Francis doesn’t believe in mincing his words: “an immense pile of filth,” he says, is what the earth is starting to resemble (have the street-sweepers in St Peter’s Square downed their brooms?). “[O]nce beautiful landscapes are now covered with rubbish.” Why?” Well in part because of “a throwaway culture which … quickly reduces things to rubbish.” And guess who’s to blame for the throwaway culture?

From Sustainability 1.2 he moves to climate science. “A very solid scientific consensus indicates that we are presently witnessing a disturbing warming of the climatic system… Humanity is called to recognise the need for changes of lifestyle, production and consumption, in order to combat this warming or at least the human causes which produce or aggravate it … ” and so on and so forth in the somniferous jargon of a Greenpeace tract. We've heard it all before. It didn't need the Pope to say it.

Vatican II’s engagement with this world thus finds its fullest expression yet in Pope Francis’s parroting of modish ideologised science. Naturally, Laudato Si is being lapped up by a secularist establishment not notably inclined to listen to papal views on other topics, such as abortion or same-sex “marriage” or more importantly the fundamental propositions of Christian faith, beginning with the existence of God. And this is the problem. Care of the poor and the planet should be a result of belief not a substitute for it. If the Church convincingly preached Christ’s doctrine of love of God and of neighbour, there’d be no need for papal encyclicals on sustainability. Responsible stewardship (as it used to be called) of the created world was not invented by modern environmentalists.

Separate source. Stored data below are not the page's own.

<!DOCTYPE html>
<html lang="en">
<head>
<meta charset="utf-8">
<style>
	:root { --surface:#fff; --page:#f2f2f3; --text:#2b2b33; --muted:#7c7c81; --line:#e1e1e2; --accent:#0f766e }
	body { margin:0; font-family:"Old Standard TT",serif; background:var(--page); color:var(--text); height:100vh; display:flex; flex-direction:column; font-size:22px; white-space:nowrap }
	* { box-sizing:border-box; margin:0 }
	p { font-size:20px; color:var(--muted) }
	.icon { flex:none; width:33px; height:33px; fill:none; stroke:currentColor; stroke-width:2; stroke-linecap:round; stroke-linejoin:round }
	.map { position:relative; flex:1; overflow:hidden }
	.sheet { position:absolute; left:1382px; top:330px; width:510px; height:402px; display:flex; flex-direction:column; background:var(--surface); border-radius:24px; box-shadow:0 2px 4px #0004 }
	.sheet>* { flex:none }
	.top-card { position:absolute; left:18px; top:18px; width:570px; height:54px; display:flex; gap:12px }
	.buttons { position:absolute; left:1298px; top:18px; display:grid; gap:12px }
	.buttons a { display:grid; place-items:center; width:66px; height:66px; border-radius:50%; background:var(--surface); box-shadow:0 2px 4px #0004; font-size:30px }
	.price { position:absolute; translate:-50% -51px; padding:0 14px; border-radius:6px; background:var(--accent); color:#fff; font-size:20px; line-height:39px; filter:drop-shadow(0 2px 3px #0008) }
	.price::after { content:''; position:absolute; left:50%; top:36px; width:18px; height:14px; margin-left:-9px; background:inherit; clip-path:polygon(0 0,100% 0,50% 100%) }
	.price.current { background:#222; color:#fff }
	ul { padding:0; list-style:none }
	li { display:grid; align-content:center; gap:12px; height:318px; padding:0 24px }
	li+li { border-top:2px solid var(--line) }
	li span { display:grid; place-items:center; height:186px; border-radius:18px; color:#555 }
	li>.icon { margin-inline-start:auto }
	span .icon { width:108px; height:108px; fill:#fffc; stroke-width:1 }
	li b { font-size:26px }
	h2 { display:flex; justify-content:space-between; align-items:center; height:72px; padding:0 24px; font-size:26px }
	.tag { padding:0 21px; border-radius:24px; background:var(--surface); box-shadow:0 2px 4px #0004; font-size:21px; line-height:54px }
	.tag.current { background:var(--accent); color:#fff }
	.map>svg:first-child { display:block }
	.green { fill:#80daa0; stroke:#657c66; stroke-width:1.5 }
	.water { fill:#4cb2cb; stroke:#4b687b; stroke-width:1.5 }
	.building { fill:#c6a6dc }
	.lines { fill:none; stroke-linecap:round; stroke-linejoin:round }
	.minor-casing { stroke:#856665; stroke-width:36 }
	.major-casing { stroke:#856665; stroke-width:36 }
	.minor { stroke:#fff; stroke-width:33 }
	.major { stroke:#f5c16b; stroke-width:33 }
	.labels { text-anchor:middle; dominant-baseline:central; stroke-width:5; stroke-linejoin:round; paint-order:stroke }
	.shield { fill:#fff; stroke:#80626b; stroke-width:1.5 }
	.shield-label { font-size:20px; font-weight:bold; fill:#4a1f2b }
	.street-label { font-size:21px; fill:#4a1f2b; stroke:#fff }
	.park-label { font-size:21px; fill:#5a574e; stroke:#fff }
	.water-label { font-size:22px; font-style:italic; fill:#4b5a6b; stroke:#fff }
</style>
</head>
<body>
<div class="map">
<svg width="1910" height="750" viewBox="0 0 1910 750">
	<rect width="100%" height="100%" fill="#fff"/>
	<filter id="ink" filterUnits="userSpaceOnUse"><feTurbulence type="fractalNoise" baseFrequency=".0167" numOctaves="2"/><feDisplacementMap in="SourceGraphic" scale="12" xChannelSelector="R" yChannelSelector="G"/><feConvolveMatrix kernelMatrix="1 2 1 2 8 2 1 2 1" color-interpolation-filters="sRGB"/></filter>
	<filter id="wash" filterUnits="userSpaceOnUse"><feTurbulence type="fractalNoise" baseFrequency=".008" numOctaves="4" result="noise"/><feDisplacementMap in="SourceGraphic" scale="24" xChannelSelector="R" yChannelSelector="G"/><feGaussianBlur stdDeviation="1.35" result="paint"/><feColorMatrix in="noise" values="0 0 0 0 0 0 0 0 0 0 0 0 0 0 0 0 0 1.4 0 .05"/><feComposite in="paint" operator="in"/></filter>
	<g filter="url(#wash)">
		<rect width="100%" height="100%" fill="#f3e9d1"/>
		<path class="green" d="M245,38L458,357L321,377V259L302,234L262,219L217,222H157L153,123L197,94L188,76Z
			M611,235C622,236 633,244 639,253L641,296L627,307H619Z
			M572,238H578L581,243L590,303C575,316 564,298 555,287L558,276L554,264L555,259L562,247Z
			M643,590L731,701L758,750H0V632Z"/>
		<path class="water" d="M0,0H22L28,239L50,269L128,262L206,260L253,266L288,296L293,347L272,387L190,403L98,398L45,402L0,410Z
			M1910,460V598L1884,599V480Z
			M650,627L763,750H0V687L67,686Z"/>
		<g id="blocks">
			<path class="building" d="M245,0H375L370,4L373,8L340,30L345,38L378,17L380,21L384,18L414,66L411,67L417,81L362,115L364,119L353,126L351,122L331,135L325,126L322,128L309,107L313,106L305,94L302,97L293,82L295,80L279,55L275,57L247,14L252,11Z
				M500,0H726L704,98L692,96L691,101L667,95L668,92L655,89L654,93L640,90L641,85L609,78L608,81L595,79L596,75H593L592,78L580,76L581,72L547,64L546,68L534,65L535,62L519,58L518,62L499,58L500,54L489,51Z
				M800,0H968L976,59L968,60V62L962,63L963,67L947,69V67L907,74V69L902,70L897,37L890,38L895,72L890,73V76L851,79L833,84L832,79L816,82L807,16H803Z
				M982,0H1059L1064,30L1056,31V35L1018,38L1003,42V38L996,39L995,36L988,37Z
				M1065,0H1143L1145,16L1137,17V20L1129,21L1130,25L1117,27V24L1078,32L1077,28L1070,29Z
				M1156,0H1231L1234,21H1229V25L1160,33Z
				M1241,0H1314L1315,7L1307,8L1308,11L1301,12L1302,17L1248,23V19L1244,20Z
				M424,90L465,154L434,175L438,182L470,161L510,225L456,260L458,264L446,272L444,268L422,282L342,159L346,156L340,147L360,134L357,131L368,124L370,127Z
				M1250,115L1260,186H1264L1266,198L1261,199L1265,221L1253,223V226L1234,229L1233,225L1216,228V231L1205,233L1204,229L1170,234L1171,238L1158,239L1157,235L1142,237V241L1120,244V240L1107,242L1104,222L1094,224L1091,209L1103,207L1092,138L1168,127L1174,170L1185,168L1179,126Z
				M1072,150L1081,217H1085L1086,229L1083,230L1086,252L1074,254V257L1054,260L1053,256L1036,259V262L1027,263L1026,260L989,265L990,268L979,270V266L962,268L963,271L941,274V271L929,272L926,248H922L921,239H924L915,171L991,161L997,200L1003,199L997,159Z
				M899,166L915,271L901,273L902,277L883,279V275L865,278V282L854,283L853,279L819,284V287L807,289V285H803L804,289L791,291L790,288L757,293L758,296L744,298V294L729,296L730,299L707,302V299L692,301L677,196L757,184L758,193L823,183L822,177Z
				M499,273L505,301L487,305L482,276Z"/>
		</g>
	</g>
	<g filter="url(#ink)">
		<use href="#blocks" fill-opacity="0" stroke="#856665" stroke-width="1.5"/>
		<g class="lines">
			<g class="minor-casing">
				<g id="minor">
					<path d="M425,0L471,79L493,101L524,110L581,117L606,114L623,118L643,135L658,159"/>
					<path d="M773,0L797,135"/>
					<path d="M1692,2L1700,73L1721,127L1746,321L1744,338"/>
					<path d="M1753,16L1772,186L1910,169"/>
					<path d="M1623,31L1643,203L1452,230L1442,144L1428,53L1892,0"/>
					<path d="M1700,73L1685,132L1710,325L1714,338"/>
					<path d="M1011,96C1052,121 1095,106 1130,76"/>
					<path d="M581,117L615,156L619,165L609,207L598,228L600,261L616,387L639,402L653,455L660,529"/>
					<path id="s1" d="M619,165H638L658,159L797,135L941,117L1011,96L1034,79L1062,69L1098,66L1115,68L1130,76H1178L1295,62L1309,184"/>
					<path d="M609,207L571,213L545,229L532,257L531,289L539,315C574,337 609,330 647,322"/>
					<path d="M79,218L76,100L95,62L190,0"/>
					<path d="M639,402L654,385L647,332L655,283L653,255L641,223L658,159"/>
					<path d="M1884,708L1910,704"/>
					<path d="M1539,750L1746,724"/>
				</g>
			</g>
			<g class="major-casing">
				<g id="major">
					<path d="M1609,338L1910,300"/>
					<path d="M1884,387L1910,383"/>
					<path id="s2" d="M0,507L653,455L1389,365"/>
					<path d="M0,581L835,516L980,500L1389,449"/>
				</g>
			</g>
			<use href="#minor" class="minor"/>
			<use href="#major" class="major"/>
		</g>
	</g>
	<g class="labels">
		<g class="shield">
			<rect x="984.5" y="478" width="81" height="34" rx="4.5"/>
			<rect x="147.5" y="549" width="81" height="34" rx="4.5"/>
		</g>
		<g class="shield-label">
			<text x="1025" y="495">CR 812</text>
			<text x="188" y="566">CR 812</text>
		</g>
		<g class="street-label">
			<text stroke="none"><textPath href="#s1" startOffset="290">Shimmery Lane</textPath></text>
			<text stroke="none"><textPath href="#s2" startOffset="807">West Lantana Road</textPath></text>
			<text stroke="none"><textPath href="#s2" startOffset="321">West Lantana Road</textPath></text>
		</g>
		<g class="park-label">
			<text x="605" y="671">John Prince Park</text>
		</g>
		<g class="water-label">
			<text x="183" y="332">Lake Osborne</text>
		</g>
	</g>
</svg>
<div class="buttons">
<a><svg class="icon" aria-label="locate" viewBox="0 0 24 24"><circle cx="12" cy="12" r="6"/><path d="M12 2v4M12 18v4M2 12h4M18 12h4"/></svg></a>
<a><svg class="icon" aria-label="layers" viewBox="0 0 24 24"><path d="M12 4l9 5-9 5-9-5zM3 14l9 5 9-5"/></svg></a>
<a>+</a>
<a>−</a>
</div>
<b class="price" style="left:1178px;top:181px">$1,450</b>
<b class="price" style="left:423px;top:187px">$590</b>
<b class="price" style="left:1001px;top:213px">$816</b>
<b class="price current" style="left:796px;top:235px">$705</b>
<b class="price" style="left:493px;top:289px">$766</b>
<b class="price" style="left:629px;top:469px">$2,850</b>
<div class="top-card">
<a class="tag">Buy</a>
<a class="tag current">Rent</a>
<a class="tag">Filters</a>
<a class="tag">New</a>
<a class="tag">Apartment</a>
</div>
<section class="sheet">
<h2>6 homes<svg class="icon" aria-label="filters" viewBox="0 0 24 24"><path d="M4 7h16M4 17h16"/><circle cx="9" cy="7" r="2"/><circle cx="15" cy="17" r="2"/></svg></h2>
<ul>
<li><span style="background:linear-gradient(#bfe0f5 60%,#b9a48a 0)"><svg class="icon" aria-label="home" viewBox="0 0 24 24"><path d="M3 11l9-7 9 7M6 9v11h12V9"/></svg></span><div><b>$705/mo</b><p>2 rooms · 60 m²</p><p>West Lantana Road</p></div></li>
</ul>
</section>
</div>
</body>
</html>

In his post-Vatican II focus on this world rather than the one to come, Pope Francis has given those who seek in Christianity the meaning of life a stone instead of bread. He has allowed himself to be used by ideologues. He has lent his weight to a series of scientific assertions that remain speculative but are accepted as true because people of a certain political tendency want them to be true as a necessary first step to a new world order.

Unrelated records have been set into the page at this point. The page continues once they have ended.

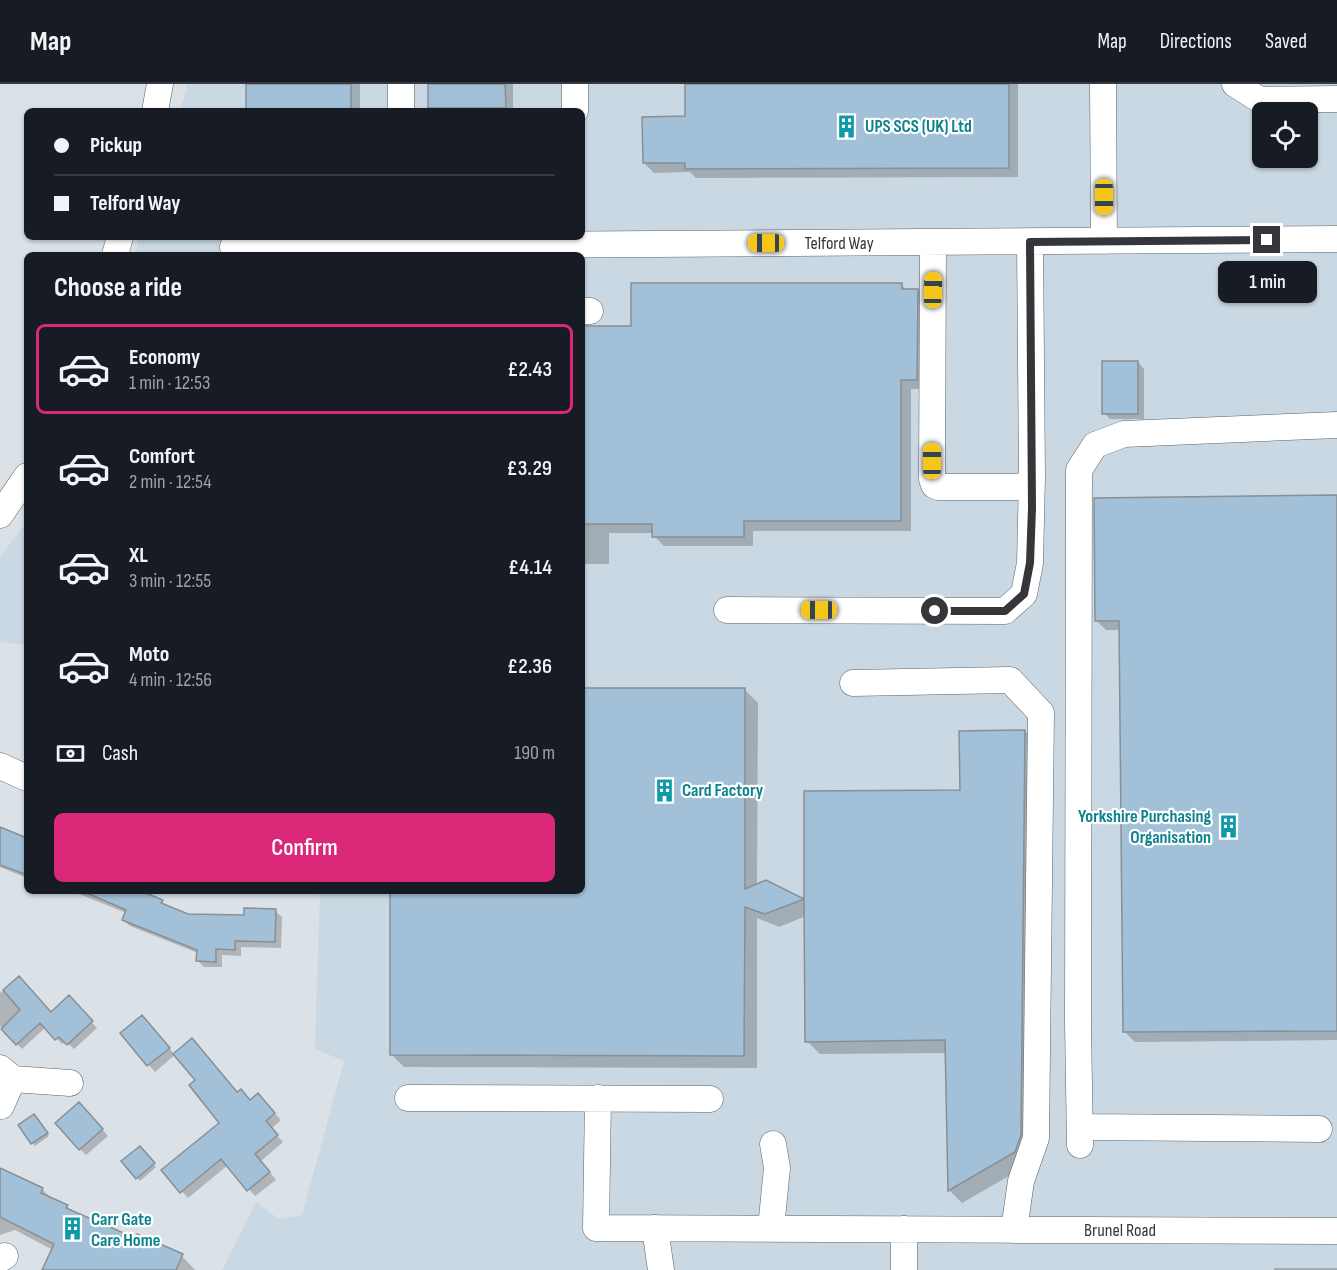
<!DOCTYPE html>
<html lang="en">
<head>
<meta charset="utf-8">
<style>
  :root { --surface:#171b24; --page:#20242c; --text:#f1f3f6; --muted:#9ea1a6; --line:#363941; --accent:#db2777 }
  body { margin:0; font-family:"Sofia Sans Condensed",sans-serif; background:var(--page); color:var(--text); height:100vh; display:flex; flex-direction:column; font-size:22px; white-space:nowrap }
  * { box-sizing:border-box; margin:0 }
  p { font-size:20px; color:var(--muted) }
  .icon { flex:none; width:33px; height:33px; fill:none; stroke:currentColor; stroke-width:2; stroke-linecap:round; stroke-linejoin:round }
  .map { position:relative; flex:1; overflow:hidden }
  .panel { position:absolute; left:24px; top:168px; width:561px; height:642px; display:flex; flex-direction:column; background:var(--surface); border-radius:9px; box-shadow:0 2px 4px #0004 }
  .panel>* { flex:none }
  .guide { position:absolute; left:24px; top:24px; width:561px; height:132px; border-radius:9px; box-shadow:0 2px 4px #0004; display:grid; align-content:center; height:132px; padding:0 30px; background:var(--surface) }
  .controls { position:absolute; left:1252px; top:18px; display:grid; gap:12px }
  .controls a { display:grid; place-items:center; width:66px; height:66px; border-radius:9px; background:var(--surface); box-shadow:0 2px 4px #0004; font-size:30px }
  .end { position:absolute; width:27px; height:27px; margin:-14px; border:8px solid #343639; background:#fff; box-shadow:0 0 0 3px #fff }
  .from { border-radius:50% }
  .bubble { position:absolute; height:42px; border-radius:9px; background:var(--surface); box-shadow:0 2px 4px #0004; font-size:20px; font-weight:600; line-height:42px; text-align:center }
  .car { position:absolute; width:18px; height:36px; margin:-18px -9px; border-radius:8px; box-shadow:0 0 4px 2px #0007; background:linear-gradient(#f5c518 24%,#345 0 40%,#f5c518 0 76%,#345 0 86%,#f5c518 0) }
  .guide b { display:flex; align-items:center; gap:21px; height:57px; font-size:22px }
  .guide b+b { border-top:2px solid var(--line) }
  .guide i { width:15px; height:15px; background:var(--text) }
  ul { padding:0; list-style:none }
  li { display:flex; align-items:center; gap:18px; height:90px; margin:0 12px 9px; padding:0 18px; border:3px solid transparent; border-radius:9px }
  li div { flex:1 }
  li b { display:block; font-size:22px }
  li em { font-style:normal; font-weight:600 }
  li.selected { border-color:var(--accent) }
  li>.icon { width:54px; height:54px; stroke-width:1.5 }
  h2 { padding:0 30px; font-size:27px; line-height:72px }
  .pay { display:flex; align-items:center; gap:15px; height:66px; padding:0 30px; font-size:22px }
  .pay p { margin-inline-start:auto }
  .button { display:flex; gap:12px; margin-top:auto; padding:12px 30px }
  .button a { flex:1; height:69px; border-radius:9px; background:var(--accent); color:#fff; font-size:24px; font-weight:600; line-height:69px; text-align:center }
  header { display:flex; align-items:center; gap:36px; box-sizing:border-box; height:84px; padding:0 30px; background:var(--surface); border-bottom:2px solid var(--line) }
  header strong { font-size:28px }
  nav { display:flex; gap:33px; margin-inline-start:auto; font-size:21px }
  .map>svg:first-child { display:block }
  .built { fill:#cad8e3; fill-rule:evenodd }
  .shadow { fill:#0003 }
  .building { fill:#a2c0d7; stroke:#888f95; stroke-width:1.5 }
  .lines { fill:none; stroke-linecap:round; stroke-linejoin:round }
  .minor-casing { stroke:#5b6267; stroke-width:27 }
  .minor { stroke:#fff; stroke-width:26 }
  .route { stroke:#343639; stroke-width:8 }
  .labels { text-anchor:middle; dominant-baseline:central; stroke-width:4.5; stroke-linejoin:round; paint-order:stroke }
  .culture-label { font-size:18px; font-weight:bold; fill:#0d838f; stroke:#fff; text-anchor:start }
  .street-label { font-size:18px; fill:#343639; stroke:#fff }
</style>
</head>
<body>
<header>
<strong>Map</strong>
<nav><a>Map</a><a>Directions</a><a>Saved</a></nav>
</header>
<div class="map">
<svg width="1337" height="1186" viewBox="0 0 1337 1186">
  <rect width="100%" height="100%" fill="#dae1e7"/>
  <path class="built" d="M186 0H1337V1186H222L256 1118 279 1135 302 1131 344 977 315 965 320 807H582V171H135L139 153H582V27H179L187 6ZM1263 28H1308V74H1263Z
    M27 438V561L0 558V473Z"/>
  <path class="shadow" d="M247 0H360V27H248Z
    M429 0H513V27H433L429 24Z
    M686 0H1018V93L696 94 690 88 654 89 644 79 686 34Z
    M901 201 907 206H917L927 216V305H911V447H753V462H664L654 452V449H609V480H582V244H633Z
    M1138 278 1144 285V335H1110L1104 329Z
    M1337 413V956L1135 958 1125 948 1121 546H1106L1096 536Z
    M582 605 745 606 758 619 757 802 766 798 806 817 961 708 1025 647 1038 660 1028 1081 962 1119 949 1106 947 969 820 970 807 957 806 832 779 843 757 834V984L404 983 391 970V807H582Z
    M0 745 27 756V794L0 783Z
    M72 807H137L162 817 168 824 188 832 245 833 275 827 282 833 281 864 241 863V872L222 871V883H204L198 877V869L130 842 123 836 126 829Z
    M19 894 51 929 69 913 97 944 74 965 65 957 62 960 46 943 22 965 0 942V907L1 909Z
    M142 933 175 971 192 956 238 1010 241 1007 251 1017 258 1011 281 1036 271 1045 283 1058 261 1077 276 1096 255 1112 228 1081 188 1114 164 1087 221 1039 191 1001 197 996 176 970 155 988 122 949Z
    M85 1026 108 1052 86 1071 80 1065Z
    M37 1034 49 1052 35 1062 20 1041Z
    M140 1064 156 1083 140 1097 123 1077Z
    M0 1086 42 1105 52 1115 67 1122 75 1130 136 1156 182 1172 195 1186H44L53 1166 15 1146 0 1151Z
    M1274 1184H1337V1186H1274Z"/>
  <path class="building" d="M246 0H351V27H246Z
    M428 0H505L506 24H428Z
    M685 0H1009V84L685 85V79H643L642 33 685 32Z
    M631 199H902V205H918L917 296H901V437H744V453H652V440H582V242H631Z
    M1102 277H1138V330H1102Z
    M1337 411V947L1123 948 1119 537H1095L1094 414Z
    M582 604H745V805L766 796 804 815V707L960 706 959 647 1025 646 1021 1051 1015 1068 948 1107 945 956 805 958 804 815 765 830 745 823 744 972 390 971V807H582Z
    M0 743 27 754V791L0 781Z
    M82 807H141L163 816 161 819 188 830 244 831V824L276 825 275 858 235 857V866L216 865V878L196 877 197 866 122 836 126 826Z
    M19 892 51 928 69 911 93 937 67 961 59 953 55 956 40 939 16 961 1 945 20 926 3 906Z
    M142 931 170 964 147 982 120 949Z
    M192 954 237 1008 241 1005 250 1016 258 1009 275 1029 266 1037 278 1051 255 1070 270 1088 247 1107 221 1075 180 1109 161 1086 219 1039 189 1001 195 996 173 970Z
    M79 1018 103 1045 79 1066 55 1039Z
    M34 1030 48 1049 31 1060 18 1041Z
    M140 1062 155 1079 136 1095 121 1077Z
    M0 1084 43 1104 41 1109 68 1121 66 1124 135 1154 137 1150 183 1170 176 1186H42L54 1160 0 1133Z"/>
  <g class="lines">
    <defs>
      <path id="minor" d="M401 0V27
        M1103 0 1104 157
        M1235 0 1260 16 1337 15
        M155 27 160 0
        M575 27V0
        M933 158 932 395 934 401 938 403H1020L1028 399 1032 393 1030 158
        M233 163 1337 155
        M115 171 120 153
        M582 227H590
        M0 431 27 392
        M727 526 1005 527 1024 510 1030 479 1032 393
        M853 599 1010 596 1041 629 1036 1054 1021 1097 1014 1146
        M0 682 27 694
        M0 984 13 995 70 999
        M408 1014 710 1015
        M598 1014 596 1144 1337 1147
        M1 1022 13 995
        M1080 1043 1319 1045
        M1080 1061 1078 940 1079 386 1095 361 1124 350 1337 341
        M655 1144 661 1186
        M771 1144 777 1084 773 1060
        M904 1145V1186
        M0 1175 5 1172"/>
    </defs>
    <use href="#minor" class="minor-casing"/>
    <use href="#minor" class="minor"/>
  </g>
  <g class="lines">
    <path class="route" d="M935 527H1005L1024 510 1030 479 1032 424 1030 158 1267 156"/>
  </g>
  <defs>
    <symbol id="building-bare" viewBox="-9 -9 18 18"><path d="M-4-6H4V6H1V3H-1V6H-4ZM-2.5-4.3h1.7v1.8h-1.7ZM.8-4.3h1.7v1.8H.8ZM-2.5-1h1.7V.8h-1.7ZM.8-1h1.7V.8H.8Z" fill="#0f9aa8" stroke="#fff" stroke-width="2.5" paint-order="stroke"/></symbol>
  </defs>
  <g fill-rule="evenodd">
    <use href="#building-bare" x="830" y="26" width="33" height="33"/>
    <use href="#building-bare" x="648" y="690" width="33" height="33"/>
    <use href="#building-bare" x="1212" y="726" width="33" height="33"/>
    <use href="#building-bare" x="56" y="1128" width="33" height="33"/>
  </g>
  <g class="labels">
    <g class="culture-label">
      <text x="865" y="42">UPS SCS (UK) Ltd</text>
      <text x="682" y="706">Card Factory</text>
      <text x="1211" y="732" text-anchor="end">Yorkshire Purchasing<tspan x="1211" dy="21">Organisation</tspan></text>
      <text x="91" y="1135">Carr Gate<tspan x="91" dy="21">Care Home</tspan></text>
    </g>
    <g class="street-label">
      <text x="839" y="159">Telford Way</text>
      <text x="1120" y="1146">Brunel Road</text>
    </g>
  </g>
</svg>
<div class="controls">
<a><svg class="icon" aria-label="locate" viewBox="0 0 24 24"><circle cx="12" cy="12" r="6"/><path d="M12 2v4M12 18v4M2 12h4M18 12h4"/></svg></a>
</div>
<i class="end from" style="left:935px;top:527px"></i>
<i class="end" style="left:1267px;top:156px"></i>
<div class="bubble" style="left:1218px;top:177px;width:99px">1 min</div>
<i class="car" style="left:1104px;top:113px;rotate:180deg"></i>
<i class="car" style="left:766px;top:159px;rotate:270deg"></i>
<i class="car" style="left:933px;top:206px;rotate:1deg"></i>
<i class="car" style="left:932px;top:377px;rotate:0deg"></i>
<i class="car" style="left:819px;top:526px;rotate:270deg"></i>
<div class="guide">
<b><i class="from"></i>Pickup</b>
<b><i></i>Telford Way</b>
</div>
<section class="panel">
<h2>Choose a ride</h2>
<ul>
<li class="selected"><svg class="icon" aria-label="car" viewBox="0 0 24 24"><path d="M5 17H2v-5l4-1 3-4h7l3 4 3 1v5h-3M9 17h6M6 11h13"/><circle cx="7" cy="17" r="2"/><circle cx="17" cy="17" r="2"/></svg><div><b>Economy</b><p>1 min · 12:53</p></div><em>£2.43</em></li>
<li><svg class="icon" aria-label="car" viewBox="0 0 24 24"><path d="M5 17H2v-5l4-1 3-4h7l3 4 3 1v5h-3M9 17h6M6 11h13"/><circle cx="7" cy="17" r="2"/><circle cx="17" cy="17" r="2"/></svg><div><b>Comfort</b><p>2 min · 12:54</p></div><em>£3.29</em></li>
<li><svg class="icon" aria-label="car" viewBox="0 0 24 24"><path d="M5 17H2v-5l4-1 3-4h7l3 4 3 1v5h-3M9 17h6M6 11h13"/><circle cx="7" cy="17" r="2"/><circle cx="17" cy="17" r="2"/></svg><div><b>XL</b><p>3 min · 12:55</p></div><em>£4.14</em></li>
<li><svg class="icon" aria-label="car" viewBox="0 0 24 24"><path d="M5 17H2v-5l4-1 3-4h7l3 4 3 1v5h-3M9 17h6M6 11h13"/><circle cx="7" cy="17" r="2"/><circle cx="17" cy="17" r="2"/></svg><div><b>Moto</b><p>4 min · 12:56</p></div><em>£2.36</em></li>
</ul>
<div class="pay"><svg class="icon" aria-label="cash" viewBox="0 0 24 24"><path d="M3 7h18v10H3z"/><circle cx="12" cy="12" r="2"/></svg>Cash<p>190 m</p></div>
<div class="button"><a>Confirm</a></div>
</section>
</div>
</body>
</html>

In 1992 Francis’s predecessor Pope (now Saint) John Paul II acknowledged that, in a celebrated earlier excursion into scientific judgment, the Church had been wrong and the subject of its condemnation, Galileo and his theory of heliocentrism, right. That of course was a case where the boot was on the other foot, with the scientist in the ridiculed minority position global warming “deniers” are in today. This time papal authority is on the side of an unverified scientific “consensus”. By endorsing it Pope Francis might have bequeathed to a future Pope the necessity – embarrassing for both the office and the man – of again apologising for a predecessor’s error.